→ **ACTION ITEM**
Return the data below exactly, stopping after the line with "Input: one rendered map. Summarize the content of the screenshot".

--- MATERIAL FOR THE TASK Enclosed Below ---

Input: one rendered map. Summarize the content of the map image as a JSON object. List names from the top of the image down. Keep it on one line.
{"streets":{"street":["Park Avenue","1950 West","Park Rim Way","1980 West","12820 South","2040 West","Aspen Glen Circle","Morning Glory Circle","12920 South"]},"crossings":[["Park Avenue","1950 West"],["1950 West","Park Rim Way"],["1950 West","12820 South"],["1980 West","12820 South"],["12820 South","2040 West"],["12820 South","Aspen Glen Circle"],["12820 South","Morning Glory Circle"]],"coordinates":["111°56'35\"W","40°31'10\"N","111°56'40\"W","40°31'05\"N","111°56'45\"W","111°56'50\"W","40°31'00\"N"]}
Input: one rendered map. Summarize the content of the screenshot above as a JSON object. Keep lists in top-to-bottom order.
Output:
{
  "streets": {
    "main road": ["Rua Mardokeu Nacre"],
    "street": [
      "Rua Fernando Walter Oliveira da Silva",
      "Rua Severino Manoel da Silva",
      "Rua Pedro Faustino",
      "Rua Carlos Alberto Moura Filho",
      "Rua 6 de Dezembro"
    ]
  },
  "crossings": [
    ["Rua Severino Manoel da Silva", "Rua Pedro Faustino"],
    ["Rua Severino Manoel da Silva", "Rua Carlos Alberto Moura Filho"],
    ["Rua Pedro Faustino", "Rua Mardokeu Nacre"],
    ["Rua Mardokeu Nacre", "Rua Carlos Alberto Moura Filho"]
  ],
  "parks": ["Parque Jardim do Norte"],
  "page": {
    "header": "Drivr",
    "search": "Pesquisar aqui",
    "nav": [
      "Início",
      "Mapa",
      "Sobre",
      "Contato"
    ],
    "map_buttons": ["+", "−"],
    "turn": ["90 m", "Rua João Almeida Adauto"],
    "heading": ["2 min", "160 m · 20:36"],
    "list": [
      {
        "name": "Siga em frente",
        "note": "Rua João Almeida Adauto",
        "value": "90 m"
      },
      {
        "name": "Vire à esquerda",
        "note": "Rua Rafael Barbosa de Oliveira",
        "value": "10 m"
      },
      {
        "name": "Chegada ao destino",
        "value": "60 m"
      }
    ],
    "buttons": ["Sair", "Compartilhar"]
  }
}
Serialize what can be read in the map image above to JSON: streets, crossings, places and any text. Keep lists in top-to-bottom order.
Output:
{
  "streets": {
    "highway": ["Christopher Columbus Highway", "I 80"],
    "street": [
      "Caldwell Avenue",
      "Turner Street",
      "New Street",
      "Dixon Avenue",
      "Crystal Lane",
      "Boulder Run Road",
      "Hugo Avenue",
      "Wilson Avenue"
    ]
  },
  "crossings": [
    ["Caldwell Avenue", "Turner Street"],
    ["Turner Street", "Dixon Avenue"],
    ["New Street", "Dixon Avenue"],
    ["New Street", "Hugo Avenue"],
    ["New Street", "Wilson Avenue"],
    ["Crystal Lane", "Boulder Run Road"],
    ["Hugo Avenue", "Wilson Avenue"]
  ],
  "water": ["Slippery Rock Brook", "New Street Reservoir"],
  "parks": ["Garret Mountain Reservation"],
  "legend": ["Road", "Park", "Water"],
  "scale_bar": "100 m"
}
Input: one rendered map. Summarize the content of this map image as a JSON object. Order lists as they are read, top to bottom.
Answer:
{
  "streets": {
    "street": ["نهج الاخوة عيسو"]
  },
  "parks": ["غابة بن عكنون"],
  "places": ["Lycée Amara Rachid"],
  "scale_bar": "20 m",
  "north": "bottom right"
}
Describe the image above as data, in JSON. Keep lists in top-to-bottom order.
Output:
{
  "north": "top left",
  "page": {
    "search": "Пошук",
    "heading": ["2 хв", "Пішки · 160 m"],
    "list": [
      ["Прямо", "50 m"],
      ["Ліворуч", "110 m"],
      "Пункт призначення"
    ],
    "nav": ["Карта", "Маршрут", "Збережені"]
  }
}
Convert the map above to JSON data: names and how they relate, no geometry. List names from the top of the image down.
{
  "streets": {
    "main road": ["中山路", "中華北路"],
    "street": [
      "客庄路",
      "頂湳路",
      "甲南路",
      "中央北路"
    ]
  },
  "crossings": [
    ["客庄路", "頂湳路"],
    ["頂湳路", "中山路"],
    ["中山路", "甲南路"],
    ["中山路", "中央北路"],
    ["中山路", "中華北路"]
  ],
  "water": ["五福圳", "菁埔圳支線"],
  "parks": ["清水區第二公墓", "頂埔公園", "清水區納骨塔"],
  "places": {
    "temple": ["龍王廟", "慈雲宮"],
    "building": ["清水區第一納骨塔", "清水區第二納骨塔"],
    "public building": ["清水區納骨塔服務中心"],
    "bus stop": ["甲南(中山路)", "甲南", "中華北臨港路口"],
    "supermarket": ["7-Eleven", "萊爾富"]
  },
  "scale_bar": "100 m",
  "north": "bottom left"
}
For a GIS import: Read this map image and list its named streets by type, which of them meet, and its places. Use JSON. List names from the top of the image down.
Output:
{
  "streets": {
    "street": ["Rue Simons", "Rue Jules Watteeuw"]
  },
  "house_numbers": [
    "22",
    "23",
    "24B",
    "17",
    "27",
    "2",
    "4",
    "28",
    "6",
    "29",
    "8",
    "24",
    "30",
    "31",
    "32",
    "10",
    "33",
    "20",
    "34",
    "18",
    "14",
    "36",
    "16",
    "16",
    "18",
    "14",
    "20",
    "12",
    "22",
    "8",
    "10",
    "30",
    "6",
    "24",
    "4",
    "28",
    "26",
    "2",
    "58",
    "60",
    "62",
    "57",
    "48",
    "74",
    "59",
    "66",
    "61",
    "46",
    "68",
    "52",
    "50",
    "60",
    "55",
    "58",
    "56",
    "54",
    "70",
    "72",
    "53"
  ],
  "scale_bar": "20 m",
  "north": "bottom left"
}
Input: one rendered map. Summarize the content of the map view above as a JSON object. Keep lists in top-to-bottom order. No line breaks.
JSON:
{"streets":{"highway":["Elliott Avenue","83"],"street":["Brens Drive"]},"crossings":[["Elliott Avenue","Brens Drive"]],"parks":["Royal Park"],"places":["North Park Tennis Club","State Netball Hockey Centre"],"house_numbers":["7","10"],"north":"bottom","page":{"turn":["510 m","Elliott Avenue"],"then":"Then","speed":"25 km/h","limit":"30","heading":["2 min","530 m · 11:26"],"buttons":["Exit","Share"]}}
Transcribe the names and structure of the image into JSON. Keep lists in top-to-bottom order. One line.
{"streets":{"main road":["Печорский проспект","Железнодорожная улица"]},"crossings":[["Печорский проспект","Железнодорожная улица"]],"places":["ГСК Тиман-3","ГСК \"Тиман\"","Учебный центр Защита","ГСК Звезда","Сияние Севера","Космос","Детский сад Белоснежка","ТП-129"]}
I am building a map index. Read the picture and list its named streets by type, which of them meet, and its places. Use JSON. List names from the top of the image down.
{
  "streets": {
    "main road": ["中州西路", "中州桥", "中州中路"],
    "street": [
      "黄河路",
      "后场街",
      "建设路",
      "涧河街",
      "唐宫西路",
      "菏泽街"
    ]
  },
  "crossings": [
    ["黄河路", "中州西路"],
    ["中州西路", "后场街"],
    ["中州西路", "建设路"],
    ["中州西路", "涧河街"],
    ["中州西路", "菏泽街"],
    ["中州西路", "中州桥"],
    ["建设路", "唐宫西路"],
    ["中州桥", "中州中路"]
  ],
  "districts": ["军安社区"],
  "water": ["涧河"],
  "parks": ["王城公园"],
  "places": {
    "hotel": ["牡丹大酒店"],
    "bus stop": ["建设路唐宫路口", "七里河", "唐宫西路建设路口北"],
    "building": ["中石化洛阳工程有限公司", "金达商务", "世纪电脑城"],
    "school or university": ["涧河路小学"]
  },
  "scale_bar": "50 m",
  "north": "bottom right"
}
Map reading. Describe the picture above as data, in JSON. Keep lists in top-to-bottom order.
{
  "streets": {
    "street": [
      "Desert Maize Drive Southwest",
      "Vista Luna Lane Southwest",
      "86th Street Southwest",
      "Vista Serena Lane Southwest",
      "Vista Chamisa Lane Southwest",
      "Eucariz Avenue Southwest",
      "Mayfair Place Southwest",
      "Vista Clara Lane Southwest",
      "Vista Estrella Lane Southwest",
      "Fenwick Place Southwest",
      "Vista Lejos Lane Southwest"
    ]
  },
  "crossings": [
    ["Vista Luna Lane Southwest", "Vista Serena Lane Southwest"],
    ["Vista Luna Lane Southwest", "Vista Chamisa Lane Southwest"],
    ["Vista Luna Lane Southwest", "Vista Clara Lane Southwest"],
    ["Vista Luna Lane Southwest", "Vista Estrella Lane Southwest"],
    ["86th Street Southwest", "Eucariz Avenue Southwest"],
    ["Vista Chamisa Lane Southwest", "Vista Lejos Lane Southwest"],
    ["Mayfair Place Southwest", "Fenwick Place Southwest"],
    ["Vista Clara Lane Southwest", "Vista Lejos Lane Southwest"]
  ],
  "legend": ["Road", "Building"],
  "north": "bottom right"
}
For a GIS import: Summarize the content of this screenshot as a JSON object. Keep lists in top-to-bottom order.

--- End of Enclosed MATERIAL FOR THE TASK ---

→ **WRITTEN SOLUTION**
Input: one rendered map. Summarize the content of the map image as a JSON object. List names from the top of the image down. Keep it on one line.
{"streets":{"street":["Park Avenue","1950 West","Park Rim Way","1980 West","12820 South","2040 West","Aspen Glen Circle","Morning Glory Circle","12920 South"]},"crossings":[["Park Avenue","1950 West"],["1950 West","Park Rim Way"],["1950 West","12820 South"],["1980 West","12820 South"],["12820 South","2040 West"],["12820 South","Aspen Glen Circle"],["12820 South","Morning Glory Circle"]],"coordinates":["111°56'35\"W","40°31'10\"N","111°56'40\"W","40°31'05\"N","111°56'45\"W","111°56'50\"W","40°31'00\"N"]}
Input: one rendered map. Summarize the content of the screenshot above as a JSON object. Keep lists in top-to-bottom order.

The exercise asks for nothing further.